Think of a time when you’ve feigned courage to make a friend, feigned forgiveness to keep one, or feigned indifference to simply stay out of it. What does it mean for our intimacies to fail us when we need them most?
The poems of this collection explore such everyday dualities—how the human need for attachment is as much a source of pain as of vitality and how our longing for transcendence often leads to sinister complicities. The title poem tells the conflicted and devastating story of the poet’s friendship with the now-disgraced Bishop of Phoenix, Arizona, interweaving fragments of his parents’ funerals, which the Bishop concelebrated, with memories of his childhood spiritual leanings and how they were disrupted by a pedophilic priest the Bishop failed to protect him from.

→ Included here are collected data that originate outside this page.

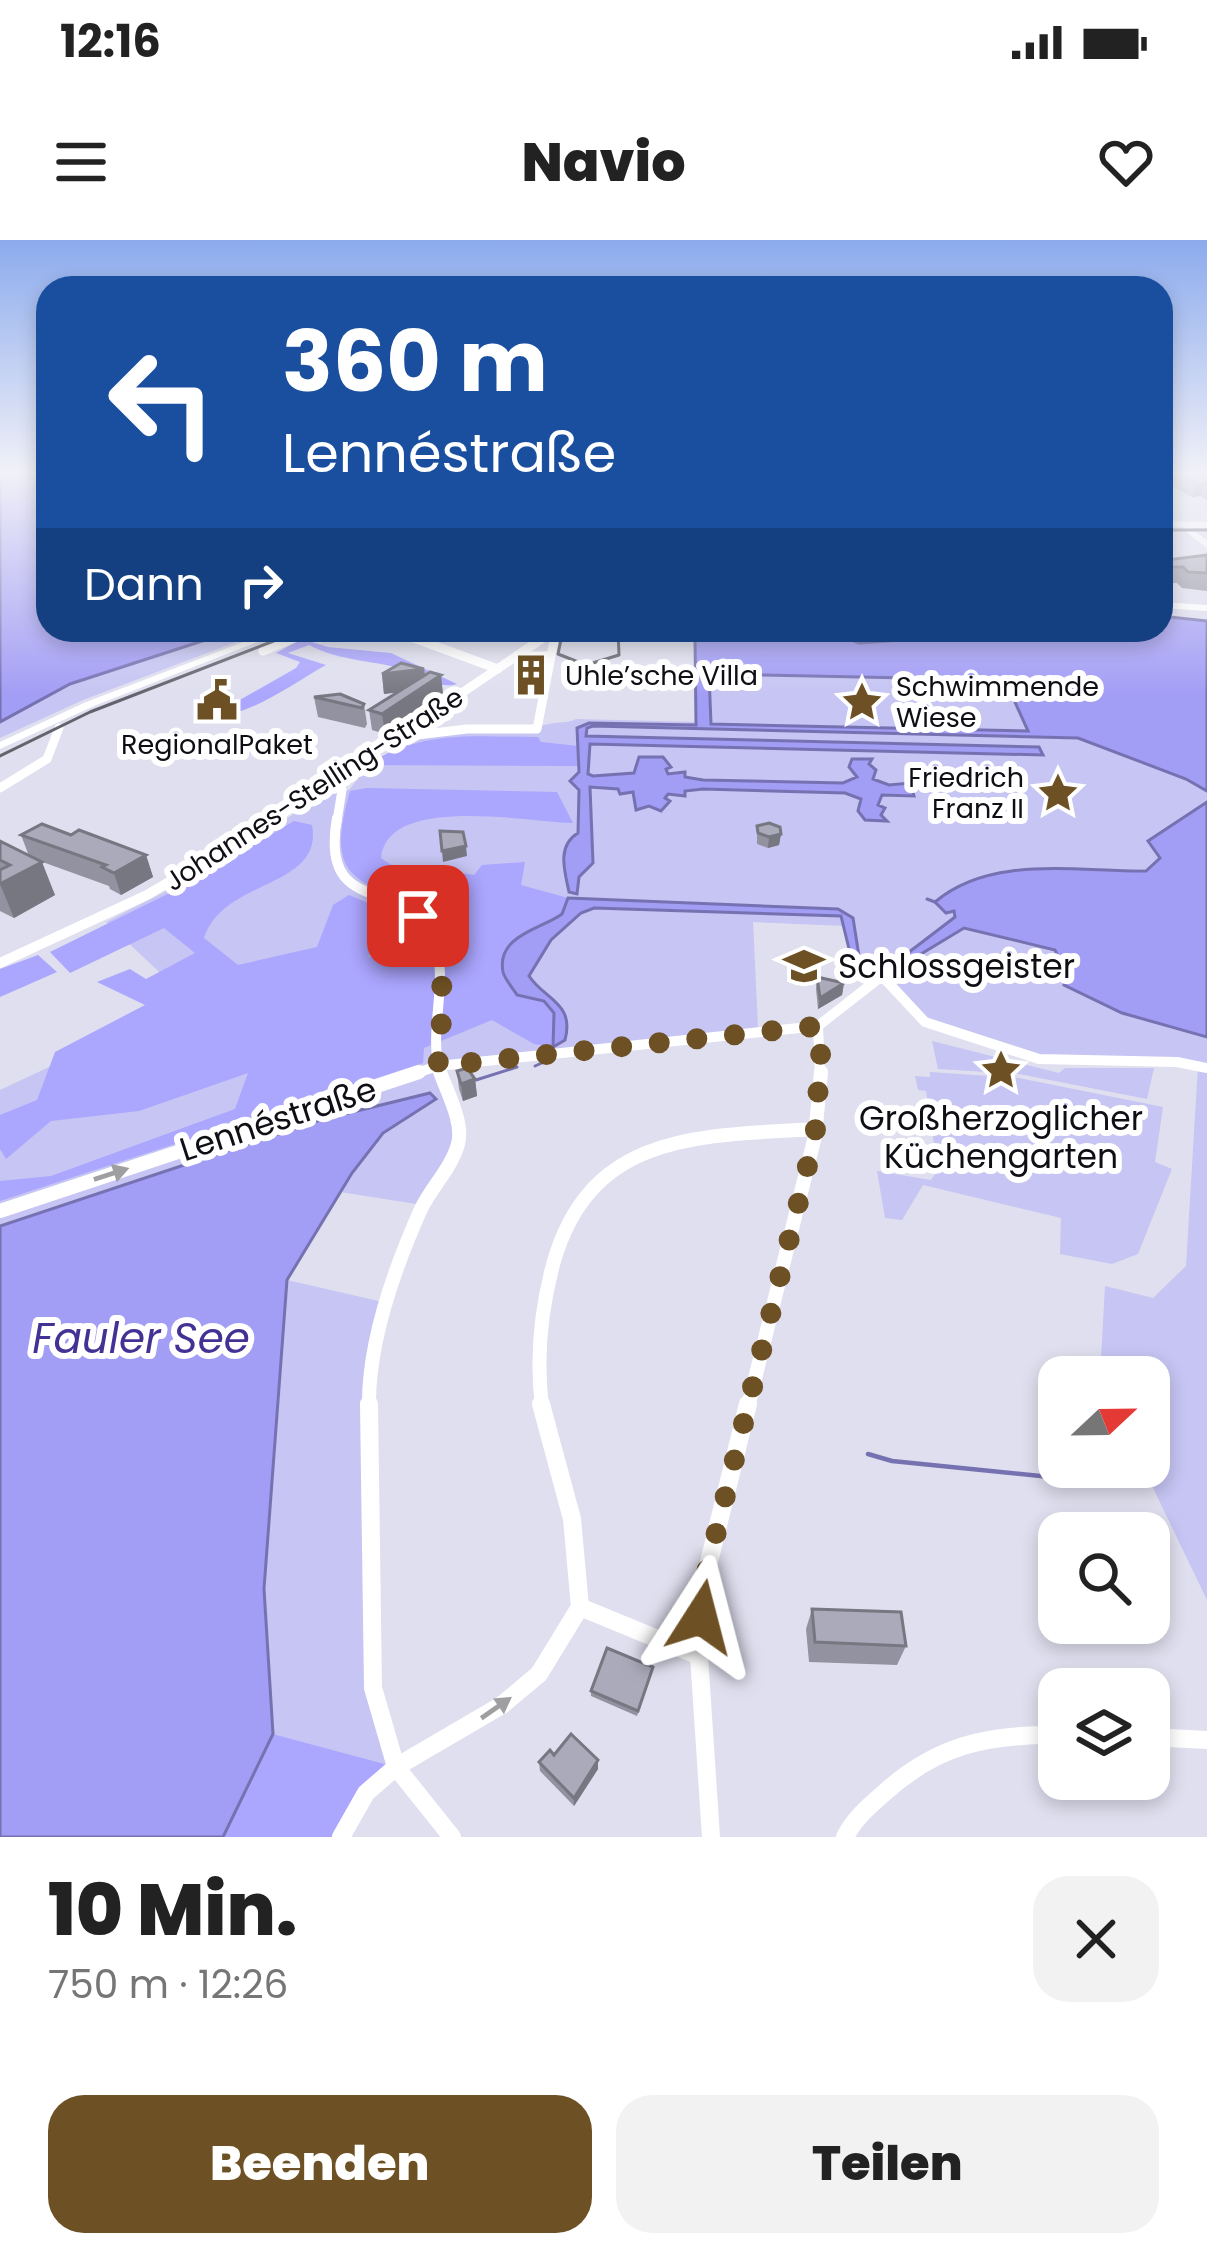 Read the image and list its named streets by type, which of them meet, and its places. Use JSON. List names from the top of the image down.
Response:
{
  "streets": {
    "street": ["Johannes-Stelling-Straße", "Lennéstraße"]
  },
  "one_way": ["Lennéstraße"],
  "water": ["Fauler See"],
  "places": {
    "building": ["Uhle’sche Villa"],
    "public building": ["RegionalPaket"],
    "place": ["Schwimmende Wiese", "Friedrich Franz II", "Großherzoglicher Küchengarten"],
    "school or university": ["Schlossgeister"]
  },
  "north": "right",
  "page": {
    "status": "12:16",
    "header": "Navio",
    "turn": ["360 m", "Lennéstraße"],
    "then": "Dann",
    "heading": ["10 Min.", "750 m · 12:26"],
    "buttons": ["Beenden", "Teilen"]
  }
}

This meditation on spiritual life, physical death, and betrayal is joined by an array of poised, short lyrics and expansive prose poems exploring how the terror and unpredictability of our era intrudes on our most intimate moments. Whether Michael Collier is writing about an airline disaster, Huey Newton’s trial, Thomas Jefferson’s bees, a piano in the woods, or his own fraught friendship with the disgraced Catholic Bishop, his syntactic verve, scrupulously observed detail, and flawless ear bring the felt—and sometimes frightening—dimensions of the mundane to life. Throughout, this collection pursues a quiet but ferocious need to get to the bottom of things.
About the Author
Michael Collier is director of the creative writing program at the University of Maryland and the author of seven collections of poetry, including An Individual History, a finalist for the Poet’s Prize, and The Ledge, a finalist for the National Book Critics Circle Award and the Los Angeles Times Book Prize.

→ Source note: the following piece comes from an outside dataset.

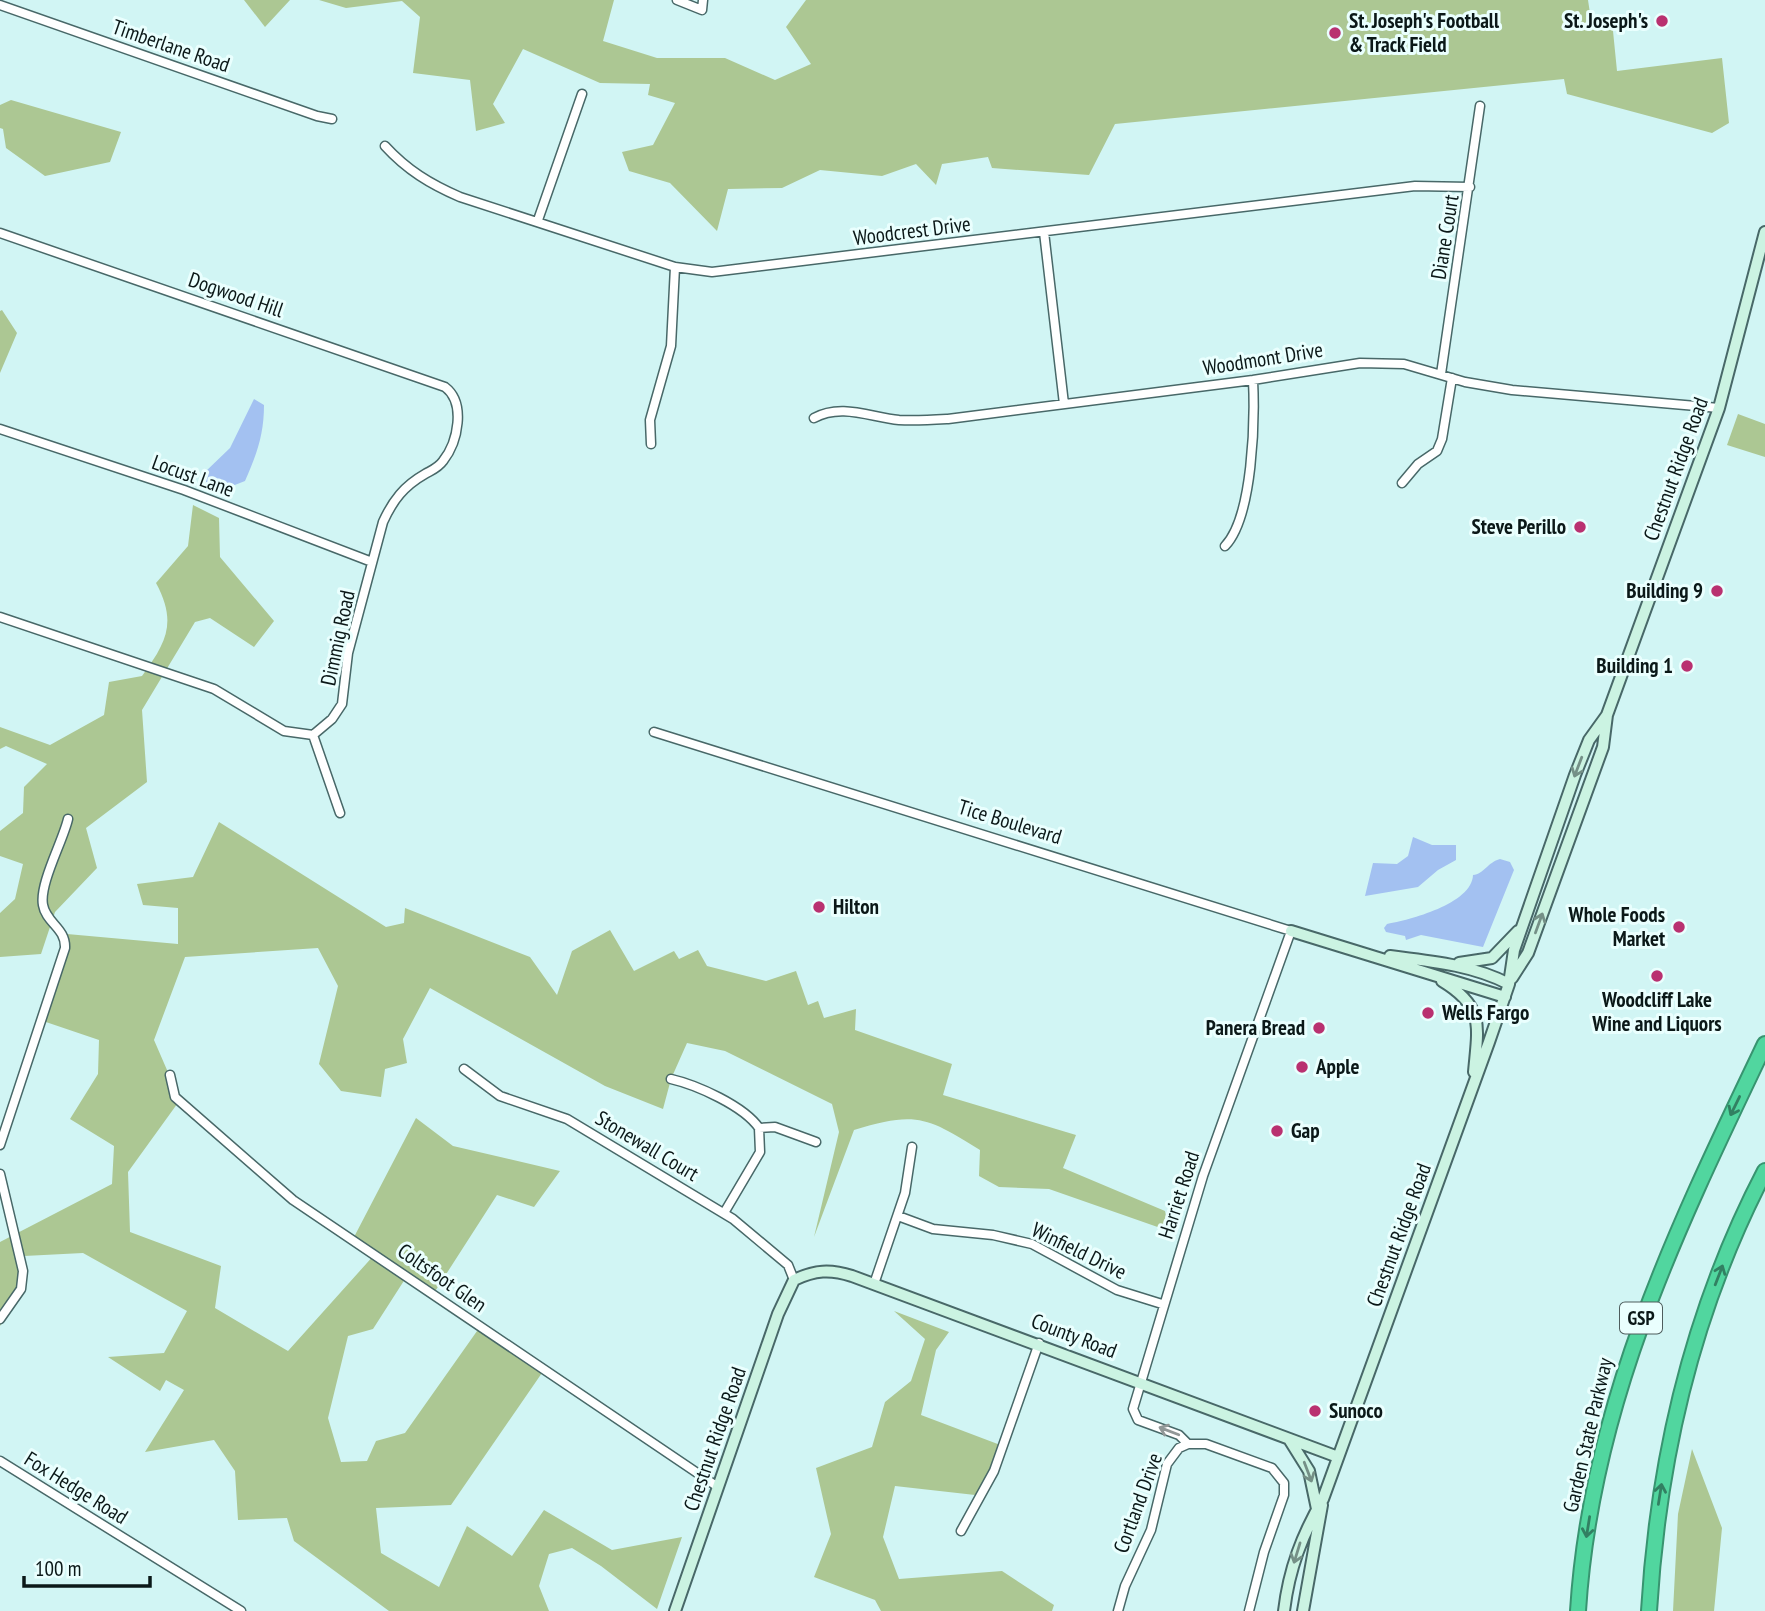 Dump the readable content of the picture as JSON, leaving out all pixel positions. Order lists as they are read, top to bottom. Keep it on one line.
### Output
{"streets":{"highway":["GSP","Garden State Parkway"],"main road":["Chestnut Ridge Road","Tice Boulevard","County Road"],"street":["Timberlane Road","Woodcrest Drive","Diane Court","Dogwood Hill","Woodmont Drive","Locust Lane","Dimmig Road","Stonewall Court","Harriet Road","Winfield Drive","Coltsfoot Glen","Fox Hedge Road","Cortland Drive"]},"crossings":[["Woodcrest Drive","Diane Court"],["Diane Court","Woodmont Drive"],["Dogwood Hill","Dimmig Road"],["Woodmont Drive","Chestnut Ridge Road"],["Chestnut Ridge Road","Tice Boulevard"],["Chestnut Ridge Road","Stonewall Court"],["Chestnut Ridge Road","Coltsfoot Glen"],["Chestnut Ridge Road","County Road"],["Locust Lane","Dimmig Road"],["Tice Boulevard","Harriet Road"],["Stonewall Court","County Road"],["Harriet Road","Winfield Drive"],["Harriet Road","County Road"],["Harriet Road","Cortland Drive"]],"places":["St. Joseph's","St. Joseph's Football & Track Field","Steve Perillo","Building 9","Building 1","Hilton","Whole Foods Market","Woodcliff Lake Wine and Liquors","Wells Fargo","Panera Bread","Apple","Gap","Sunoco"],"scale_bar":"100 m"}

“‘My Bishop,’ the central poem in this fine new collection by Michael Collier, once again displays his cool intellect and exquisite facility of language, knife-sharp humor and resilient humanity. What sets it aside as a masterpiece, his masterpiece, is how with equal parts unearthly grace and lit gas-jet fury he breaks our hearts.”

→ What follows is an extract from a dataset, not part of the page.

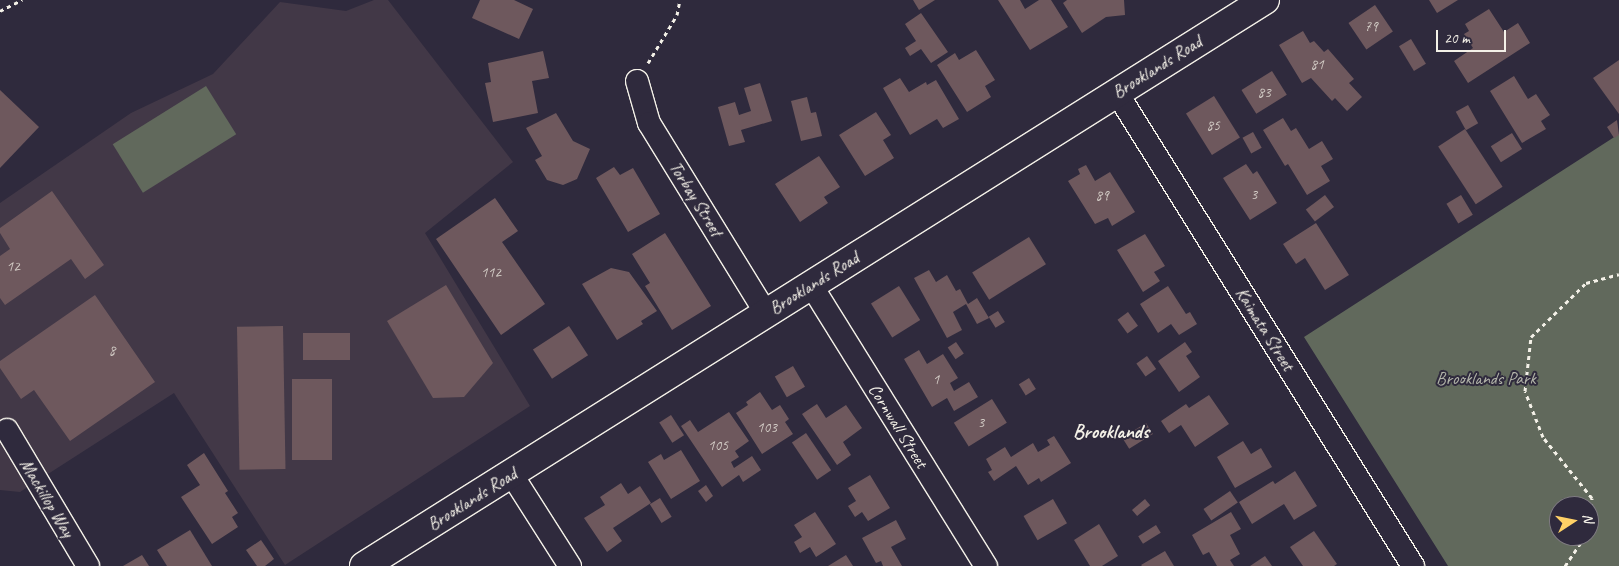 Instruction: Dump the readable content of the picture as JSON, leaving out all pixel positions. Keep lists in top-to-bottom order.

— Helen Schulman, author of Come with Me: A Novel
“You might think of this as a time that privileges politics over poetry if you want to make a political difference. Michael Collier’s My Bishop and Other Poems reminds us of the power of the observant in an age when, too often, we move too quickly to notice the world unfolding around us. These poems bring a passion, an empathy, and a way of seeing I had forgotten was possible.”